Postdating the water dousing of Hassan Ghul
There are two reasons why CIA might have wanted to lie about all this. The first — that questions about the legality of his rendition made CIA want to fudge the date — I won’t develop here.
But the second — that CIA had to post-date when they water doused Ghul — would make a lot of sense.
As I have noted, John Yoo freelanced to help CIA develop a set of “legal principles” on torture, which included things like dietary manipulation.
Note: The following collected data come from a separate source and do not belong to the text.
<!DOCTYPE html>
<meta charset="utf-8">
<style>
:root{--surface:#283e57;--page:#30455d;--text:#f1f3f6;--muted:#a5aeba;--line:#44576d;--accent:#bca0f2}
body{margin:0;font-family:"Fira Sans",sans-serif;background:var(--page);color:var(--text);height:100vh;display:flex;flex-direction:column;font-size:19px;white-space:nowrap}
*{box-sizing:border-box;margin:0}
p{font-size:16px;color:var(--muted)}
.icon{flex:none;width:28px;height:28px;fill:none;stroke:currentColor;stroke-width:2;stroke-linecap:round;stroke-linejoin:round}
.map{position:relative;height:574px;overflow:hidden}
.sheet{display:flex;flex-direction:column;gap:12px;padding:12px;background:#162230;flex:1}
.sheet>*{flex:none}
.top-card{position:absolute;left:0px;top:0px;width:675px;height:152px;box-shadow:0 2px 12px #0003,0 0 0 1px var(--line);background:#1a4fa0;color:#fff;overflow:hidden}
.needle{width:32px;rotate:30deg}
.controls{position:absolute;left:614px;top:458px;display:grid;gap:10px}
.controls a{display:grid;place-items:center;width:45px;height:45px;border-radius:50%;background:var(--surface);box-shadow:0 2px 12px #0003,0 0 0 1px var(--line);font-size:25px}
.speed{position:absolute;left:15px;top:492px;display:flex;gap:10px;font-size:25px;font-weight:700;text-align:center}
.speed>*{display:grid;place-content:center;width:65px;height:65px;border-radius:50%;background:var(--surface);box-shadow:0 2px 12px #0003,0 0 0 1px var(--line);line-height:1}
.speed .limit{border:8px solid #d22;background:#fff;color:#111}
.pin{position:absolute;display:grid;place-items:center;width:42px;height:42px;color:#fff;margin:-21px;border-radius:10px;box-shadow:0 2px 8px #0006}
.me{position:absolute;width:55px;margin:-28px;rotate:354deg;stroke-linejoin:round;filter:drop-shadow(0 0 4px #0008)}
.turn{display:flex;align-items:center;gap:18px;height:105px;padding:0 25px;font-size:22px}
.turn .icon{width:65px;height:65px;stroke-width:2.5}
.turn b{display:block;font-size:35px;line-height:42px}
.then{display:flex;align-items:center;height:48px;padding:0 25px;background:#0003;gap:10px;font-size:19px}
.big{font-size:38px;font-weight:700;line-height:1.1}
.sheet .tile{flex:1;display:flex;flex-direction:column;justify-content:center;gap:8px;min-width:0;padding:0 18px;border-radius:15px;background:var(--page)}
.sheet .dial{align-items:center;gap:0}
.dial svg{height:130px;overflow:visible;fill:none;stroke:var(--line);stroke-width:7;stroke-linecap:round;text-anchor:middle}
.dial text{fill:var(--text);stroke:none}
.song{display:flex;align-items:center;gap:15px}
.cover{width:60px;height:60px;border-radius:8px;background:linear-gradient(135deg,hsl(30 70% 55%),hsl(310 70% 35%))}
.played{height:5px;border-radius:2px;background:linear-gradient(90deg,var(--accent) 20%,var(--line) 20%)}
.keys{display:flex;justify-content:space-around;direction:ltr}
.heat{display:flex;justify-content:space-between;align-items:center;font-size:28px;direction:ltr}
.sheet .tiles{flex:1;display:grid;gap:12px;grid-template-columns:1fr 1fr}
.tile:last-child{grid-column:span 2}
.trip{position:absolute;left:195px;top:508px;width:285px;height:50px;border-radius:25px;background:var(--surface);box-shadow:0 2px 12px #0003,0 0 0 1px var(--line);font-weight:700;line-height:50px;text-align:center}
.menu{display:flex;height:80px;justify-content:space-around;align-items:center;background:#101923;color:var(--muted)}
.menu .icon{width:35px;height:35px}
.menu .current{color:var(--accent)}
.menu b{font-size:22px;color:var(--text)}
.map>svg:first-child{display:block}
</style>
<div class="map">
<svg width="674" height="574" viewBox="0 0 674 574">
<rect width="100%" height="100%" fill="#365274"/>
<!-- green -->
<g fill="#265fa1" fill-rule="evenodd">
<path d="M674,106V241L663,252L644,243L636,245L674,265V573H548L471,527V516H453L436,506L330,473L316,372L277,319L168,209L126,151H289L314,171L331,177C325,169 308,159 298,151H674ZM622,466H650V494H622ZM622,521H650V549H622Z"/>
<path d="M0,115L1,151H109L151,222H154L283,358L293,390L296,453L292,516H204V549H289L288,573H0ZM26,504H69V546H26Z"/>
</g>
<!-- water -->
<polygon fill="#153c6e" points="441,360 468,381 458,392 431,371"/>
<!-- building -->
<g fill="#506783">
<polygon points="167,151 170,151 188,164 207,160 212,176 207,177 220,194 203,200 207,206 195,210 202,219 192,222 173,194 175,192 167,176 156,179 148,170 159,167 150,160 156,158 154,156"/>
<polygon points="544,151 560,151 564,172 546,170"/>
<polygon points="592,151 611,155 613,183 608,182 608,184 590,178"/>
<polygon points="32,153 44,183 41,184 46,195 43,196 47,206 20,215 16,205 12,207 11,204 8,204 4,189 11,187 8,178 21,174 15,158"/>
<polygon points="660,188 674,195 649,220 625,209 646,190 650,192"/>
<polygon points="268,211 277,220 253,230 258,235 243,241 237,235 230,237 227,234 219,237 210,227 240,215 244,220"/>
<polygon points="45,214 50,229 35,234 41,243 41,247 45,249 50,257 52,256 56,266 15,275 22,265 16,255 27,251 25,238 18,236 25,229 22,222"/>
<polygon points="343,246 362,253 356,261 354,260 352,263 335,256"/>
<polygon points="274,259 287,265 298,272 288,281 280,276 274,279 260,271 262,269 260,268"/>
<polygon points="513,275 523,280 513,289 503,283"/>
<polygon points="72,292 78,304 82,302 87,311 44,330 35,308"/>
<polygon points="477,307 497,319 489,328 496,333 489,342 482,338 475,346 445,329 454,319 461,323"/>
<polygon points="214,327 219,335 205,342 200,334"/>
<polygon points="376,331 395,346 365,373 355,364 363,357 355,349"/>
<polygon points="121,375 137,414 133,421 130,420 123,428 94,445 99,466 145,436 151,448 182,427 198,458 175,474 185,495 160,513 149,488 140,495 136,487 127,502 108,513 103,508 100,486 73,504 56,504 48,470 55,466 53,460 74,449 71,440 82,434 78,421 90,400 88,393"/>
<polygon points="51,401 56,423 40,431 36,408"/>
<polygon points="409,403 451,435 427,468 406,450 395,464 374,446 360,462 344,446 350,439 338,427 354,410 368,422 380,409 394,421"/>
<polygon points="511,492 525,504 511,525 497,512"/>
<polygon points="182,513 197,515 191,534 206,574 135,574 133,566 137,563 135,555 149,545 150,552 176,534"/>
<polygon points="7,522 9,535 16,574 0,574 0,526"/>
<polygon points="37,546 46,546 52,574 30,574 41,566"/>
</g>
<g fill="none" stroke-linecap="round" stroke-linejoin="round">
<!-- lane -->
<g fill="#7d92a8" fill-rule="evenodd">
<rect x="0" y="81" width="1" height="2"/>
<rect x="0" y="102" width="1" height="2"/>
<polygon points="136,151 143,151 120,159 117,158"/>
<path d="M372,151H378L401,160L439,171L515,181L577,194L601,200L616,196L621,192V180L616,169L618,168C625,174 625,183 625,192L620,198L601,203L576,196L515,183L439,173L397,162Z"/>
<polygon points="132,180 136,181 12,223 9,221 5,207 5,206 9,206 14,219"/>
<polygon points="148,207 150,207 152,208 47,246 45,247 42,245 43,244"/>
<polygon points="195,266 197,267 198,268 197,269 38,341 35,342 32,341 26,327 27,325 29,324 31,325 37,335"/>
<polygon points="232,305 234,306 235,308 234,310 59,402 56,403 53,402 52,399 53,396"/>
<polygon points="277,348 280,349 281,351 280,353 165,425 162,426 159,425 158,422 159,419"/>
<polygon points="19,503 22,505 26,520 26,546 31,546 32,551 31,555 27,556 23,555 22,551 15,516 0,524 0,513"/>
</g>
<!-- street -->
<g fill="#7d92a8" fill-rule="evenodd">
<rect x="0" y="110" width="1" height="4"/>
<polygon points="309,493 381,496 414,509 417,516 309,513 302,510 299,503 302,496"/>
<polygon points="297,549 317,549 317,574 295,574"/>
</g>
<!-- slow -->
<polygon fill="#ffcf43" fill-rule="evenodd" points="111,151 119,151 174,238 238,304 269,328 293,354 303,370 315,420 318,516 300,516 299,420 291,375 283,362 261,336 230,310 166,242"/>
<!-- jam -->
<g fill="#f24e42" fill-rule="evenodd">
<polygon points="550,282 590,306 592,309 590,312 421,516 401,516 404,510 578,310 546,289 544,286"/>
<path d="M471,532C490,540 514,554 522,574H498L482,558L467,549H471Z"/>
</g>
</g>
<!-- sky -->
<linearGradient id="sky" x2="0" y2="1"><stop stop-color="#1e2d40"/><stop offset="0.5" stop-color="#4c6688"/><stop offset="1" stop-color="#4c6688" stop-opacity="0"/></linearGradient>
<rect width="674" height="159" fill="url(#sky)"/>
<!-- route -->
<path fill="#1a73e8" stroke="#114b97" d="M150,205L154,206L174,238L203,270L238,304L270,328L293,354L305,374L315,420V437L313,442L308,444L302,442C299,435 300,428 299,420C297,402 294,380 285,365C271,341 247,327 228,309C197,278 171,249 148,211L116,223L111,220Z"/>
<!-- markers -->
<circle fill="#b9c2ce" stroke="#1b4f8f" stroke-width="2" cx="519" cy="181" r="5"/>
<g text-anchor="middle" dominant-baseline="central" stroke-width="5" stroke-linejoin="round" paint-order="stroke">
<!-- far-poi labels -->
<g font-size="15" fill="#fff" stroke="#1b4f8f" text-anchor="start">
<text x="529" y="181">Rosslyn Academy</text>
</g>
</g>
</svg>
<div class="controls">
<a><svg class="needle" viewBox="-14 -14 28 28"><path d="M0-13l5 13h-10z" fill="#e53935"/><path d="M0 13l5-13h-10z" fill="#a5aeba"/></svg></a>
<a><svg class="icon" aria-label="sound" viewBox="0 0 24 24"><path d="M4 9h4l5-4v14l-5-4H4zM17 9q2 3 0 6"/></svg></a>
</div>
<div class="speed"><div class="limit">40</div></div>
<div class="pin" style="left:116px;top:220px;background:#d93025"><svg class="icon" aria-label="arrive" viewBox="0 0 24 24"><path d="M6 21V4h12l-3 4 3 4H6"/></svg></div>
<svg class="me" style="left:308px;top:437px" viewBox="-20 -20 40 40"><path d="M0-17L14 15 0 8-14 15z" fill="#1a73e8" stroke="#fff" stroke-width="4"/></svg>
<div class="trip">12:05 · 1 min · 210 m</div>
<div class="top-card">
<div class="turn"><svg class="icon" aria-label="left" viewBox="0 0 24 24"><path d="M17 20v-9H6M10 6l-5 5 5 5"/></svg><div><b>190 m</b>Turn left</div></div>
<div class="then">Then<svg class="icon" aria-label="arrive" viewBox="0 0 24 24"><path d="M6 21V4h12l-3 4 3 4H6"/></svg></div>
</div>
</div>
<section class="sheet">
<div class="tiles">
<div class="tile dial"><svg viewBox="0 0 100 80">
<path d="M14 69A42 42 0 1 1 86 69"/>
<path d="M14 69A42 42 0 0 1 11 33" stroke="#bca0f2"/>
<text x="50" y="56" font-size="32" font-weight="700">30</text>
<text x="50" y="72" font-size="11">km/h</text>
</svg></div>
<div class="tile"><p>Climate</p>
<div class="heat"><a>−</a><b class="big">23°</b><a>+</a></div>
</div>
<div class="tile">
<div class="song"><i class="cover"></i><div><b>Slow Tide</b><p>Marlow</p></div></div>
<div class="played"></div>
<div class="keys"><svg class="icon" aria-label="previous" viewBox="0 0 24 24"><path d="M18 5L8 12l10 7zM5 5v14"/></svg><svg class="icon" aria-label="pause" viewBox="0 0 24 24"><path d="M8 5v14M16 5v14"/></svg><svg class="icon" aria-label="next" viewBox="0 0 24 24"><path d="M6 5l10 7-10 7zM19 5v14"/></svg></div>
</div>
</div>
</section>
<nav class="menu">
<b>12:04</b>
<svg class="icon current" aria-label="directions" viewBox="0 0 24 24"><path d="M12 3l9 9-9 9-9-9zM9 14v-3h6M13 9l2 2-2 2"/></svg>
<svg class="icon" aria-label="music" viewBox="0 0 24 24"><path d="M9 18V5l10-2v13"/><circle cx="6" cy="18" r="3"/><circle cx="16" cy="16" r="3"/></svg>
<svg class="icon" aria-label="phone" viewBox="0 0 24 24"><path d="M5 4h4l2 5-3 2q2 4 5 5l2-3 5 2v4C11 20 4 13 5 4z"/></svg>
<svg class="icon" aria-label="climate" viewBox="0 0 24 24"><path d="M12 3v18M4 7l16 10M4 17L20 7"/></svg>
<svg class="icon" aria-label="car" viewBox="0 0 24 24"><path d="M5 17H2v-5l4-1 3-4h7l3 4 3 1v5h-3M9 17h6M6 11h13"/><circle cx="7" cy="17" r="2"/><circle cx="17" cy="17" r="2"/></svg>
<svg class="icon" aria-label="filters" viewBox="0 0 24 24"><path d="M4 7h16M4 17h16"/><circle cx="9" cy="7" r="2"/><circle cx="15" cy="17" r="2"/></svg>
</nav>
CIA tried to present them as a fait accompli in 2003 when Patrick Philbin served as Acting OLC head, but he refused to accept them. Then, on March 2, 2004, CIA tried again with Goldsmith. But CIA General Counsel Scott Muller did more than just ask Goldsmith to “reaffirm” the prior torture memos and the “legal principles.” He also tried to get him to approve water dousing and one more use of water (plus a still-redacted third technique).
Goldsmith appears to have verbally refused to “reaffirm” policies OLC had never approved, and then in June, he refused to approve the “legal principles.”
That is, CIA knew in early March they needed to get water dousing approved.
But they didn’t get it approved until over 4 months later, ostensibly for use with a detainee named “Gul.”
I could see why CIA might lie to get DOJ to approve techniques they had already used.